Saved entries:
-------
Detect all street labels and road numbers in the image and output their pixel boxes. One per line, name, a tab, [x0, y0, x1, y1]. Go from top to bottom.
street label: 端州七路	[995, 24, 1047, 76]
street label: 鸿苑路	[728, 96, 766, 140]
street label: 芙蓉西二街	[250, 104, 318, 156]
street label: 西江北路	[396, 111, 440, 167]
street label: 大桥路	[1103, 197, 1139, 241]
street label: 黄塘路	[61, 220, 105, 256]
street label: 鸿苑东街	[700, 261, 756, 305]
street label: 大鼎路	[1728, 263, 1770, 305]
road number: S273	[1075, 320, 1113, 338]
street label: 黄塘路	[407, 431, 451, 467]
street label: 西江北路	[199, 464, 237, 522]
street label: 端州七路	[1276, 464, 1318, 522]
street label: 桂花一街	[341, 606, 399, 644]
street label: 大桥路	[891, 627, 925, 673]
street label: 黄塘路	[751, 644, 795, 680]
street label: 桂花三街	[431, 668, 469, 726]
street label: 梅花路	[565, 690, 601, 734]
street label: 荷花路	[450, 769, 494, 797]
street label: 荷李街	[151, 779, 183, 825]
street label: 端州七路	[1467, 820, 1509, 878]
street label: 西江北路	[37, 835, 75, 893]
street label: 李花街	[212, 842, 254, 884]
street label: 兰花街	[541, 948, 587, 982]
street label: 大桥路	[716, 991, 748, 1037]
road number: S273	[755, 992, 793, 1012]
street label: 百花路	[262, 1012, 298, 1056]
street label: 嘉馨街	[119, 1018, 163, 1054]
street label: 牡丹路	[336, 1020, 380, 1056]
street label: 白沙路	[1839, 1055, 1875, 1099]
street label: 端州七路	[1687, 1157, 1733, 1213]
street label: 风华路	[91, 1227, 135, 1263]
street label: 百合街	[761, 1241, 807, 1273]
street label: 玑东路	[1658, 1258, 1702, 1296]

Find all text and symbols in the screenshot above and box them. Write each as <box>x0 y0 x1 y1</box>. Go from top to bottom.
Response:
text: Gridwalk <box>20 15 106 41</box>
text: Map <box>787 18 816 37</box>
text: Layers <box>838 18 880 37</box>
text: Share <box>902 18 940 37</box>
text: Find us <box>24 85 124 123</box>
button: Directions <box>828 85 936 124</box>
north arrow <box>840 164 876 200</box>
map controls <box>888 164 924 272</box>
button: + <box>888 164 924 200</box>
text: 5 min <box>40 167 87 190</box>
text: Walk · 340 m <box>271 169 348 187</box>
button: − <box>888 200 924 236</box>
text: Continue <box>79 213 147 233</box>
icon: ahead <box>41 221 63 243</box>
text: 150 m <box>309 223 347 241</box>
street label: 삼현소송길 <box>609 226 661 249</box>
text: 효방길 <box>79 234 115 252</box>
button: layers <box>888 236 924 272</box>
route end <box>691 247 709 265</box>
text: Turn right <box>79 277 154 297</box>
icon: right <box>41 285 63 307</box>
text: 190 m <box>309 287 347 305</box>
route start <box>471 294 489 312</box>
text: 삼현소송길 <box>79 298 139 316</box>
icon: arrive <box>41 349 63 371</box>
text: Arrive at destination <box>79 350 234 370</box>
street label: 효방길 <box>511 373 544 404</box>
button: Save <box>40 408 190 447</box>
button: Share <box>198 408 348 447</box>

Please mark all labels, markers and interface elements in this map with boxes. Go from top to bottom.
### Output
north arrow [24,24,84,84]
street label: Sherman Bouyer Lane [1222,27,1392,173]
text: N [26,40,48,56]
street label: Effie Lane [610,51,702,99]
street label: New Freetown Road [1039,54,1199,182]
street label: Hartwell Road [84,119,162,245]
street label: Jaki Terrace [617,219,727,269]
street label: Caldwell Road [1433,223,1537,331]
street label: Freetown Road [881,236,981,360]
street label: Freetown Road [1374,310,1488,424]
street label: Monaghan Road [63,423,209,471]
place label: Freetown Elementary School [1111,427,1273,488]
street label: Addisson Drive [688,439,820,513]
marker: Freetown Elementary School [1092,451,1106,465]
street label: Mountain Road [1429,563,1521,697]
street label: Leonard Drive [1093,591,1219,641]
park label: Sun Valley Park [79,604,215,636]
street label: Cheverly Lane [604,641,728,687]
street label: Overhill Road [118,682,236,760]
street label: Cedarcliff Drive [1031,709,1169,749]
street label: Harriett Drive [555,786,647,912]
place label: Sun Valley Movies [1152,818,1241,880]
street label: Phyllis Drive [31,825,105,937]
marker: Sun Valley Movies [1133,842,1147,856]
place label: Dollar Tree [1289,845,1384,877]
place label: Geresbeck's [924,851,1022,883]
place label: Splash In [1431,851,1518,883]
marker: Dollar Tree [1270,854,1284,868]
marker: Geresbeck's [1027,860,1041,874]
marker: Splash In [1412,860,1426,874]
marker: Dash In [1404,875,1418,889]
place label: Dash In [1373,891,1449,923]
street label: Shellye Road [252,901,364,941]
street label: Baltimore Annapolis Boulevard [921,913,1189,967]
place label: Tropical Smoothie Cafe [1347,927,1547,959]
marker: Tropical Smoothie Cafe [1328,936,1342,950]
-------
What you will do
Restate the data word for word, leaving nothing out.

Response area
Detect all street labels and road numbers in the image and output their pixel boxes. One per line, name, a tab, [x0, y0, x1, y1]. Go from top to bottom.
street label: 端州七路	[995, 24, 1047, 76]
street label: 鸿苑路	[728, 96, 766, 140]
street label: 芙蓉西二街	[250, 104, 318, 156]
street label: 西江北路	[396, 111, 440, 167]
street label: 大桥路	[1103, 197, 1139, 241]
street label: 黄塘路	[61, 220, 105, 256]
street label: 鸿苑东街	[700, 261, 756, 305]
street label: 大鼎路	[1728, 263, 1770, 305]
road number: S273	[1075, 320, 1113, 338]
street label: 黄塘路	[407, 431, 451, 467]
street label: 西江北路	[199, 464, 237, 522]
street label: 端州七路	[1276, 464, 1318, 522]
street label: 桂花一街	[341, 606, 399, 644]
street label: 大桥路	[891, 627, 925, 673]
street label: 黄塘路	[751, 644, 795, 680]
street label: 桂花三街	[431, 668, 469, 726]
street label: 梅花路	[565, 690, 601, 734]
street label: 荷花路	[450, 769, 494, 797]
street label: 荷李街	[151, 779, 183, 825]
street label: 端州七路	[1467, 820, 1509, 878]
street label: 西江北路	[37, 835, 75, 893]
street label: 李花街	[212, 842, 254, 884]
street label: 兰花街	[541, 948, 587, 982]
street label: 大桥路	[716, 991, 748, 1037]
road number: S273	[755, 992, 793, 1012]
street label: 百花路	[262, 1012, 298, 1056]
street label: 嘉馨街	[119, 1018, 163, 1054]
street label: 牡丹路	[336, 1020, 380, 1056]
street label: 白沙路	[1839, 1055, 1875, 1099]
street label: 端州七路	[1687, 1157, 1733, 1213]
street label: 风华路	[91, 1227, 135, 1263]
street label: 百合街	[761, 1241, 807, 1273]
street label: 玑东路	[1658, 1258, 1702, 1296]

Find all text and symbols in the screenshot above and box them. Write each as <box>x0 y0 x1 y1</box>. Go from top to bottom.
Response:
text: Gridwalk <box>20 15 106 41</box>
text: Map <box>787 18 816 37</box>
text: Layers <box>838 18 880 37</box>
text: Share <box>902 18 940 37</box>
text: Find us <box>24 85 124 123</box>
button: Directions <box>828 85 936 124</box>
north arrow <box>840 164 876 200</box>
map controls <box>888 164 924 272</box>
button: + <box>888 164 924 200</box>
text: 5 min <box>40 167 87 190</box>
text: Walk · 340 m <box>271 169 348 187</box>
button: − <box>888 200 924 236</box>
text: Continue <box>79 213 147 233</box>
icon: ahead <box>41 221 63 243</box>
text: 150 m <box>309 223 347 241</box>
street label: 삼현소송길 <box>609 226 661 249</box>
text: 효방길 <box>79 234 115 252</box>
button: layers <box>888 236 924 272</box>
route end <box>691 247 709 265</box>
text: Turn right <box>79 277 154 297</box>
icon: right <box>41 285 63 307</box>
text: 190 m <box>309 287 347 305</box>
route start <box>471 294 489 312</box>
text: 삼현소송길 <box>79 298 139 316</box>
icon: arrive <box>41 349 63 371</box>
text: Arrive at destination <box>79 350 234 370</box>
street label: 효방길 <box>511 373 544 404</box>
button: Save <box>40 408 190 447</box>
button: Share <box>198 408 348 447</box>

Please mark all labels, markers and interface elements in this map with boxes. Go from top to bottom.
### Output
north arrow [24,24,84,84]
street label: Sherman Bouyer Lane [1222,27,1392,173]
text: N [26,40,48,56]
street label: Effie Lane [610,51,702,99]
street label: New Freetown Road [1039,54,1199,182]
street label: Hartwell Road [84,119,162,245]
street label: Jaki Terrace [617,219,727,269]
street label: Caldwell Road [1433,223,1537,331]
street label: Freetown Road [881,236,981,360]
street label: Freetown Road [1374,310,1488,424]
street label: Monaghan Road [63,423,209,471]
place label: Freetown Elementary School [1111,427,1273,488]
street label: Addisson Drive [688,439,820,513]
marker: Freetown Elementary School [1092,451,1106,465]
street label: Mountain Road [1429,563,1521,697]
street label: Leonard Drive [1093,591,1219,641]
park label: Sun Valley Park [79,604,215,636]
street label: Cheverly Lane [604,641,728,687]
street label: Overhill Road [118,682,236,760]
street label: Cedarcliff Drive [1031,709,1169,749]
street label: Harriett Drive [555,786,647,912]
place label: Sun Valley Movies [1152,818,1241,880]
street label: Phyllis Drive [31,825,105,937]
marker: Sun Valley Movies [1133,842,1147,856]
place label: Dollar Tree [1289,845,1384,877]
place label: Geresbeck's [924,851,1022,883]
place label: Splash In [1431,851,1518,883]
marker: Dollar Tree [1270,854,1284,868]
marker: Geresbeck's [1027,860,1041,874]
marker: Splash In [1412,860,1426,874]
marker: Dash In [1404,875,1418,889]
place label: Dash In [1373,891,1449,923]
street label: Shellye Road [252,901,364,941]
street label: Baltimore Annapolis Boulevard [921,913,1189,967]
place label: Tropical Smoothie Cafe [1347,927,1547,959]
marker: Tropical Smoothie Cafe [1328,936,1342,950]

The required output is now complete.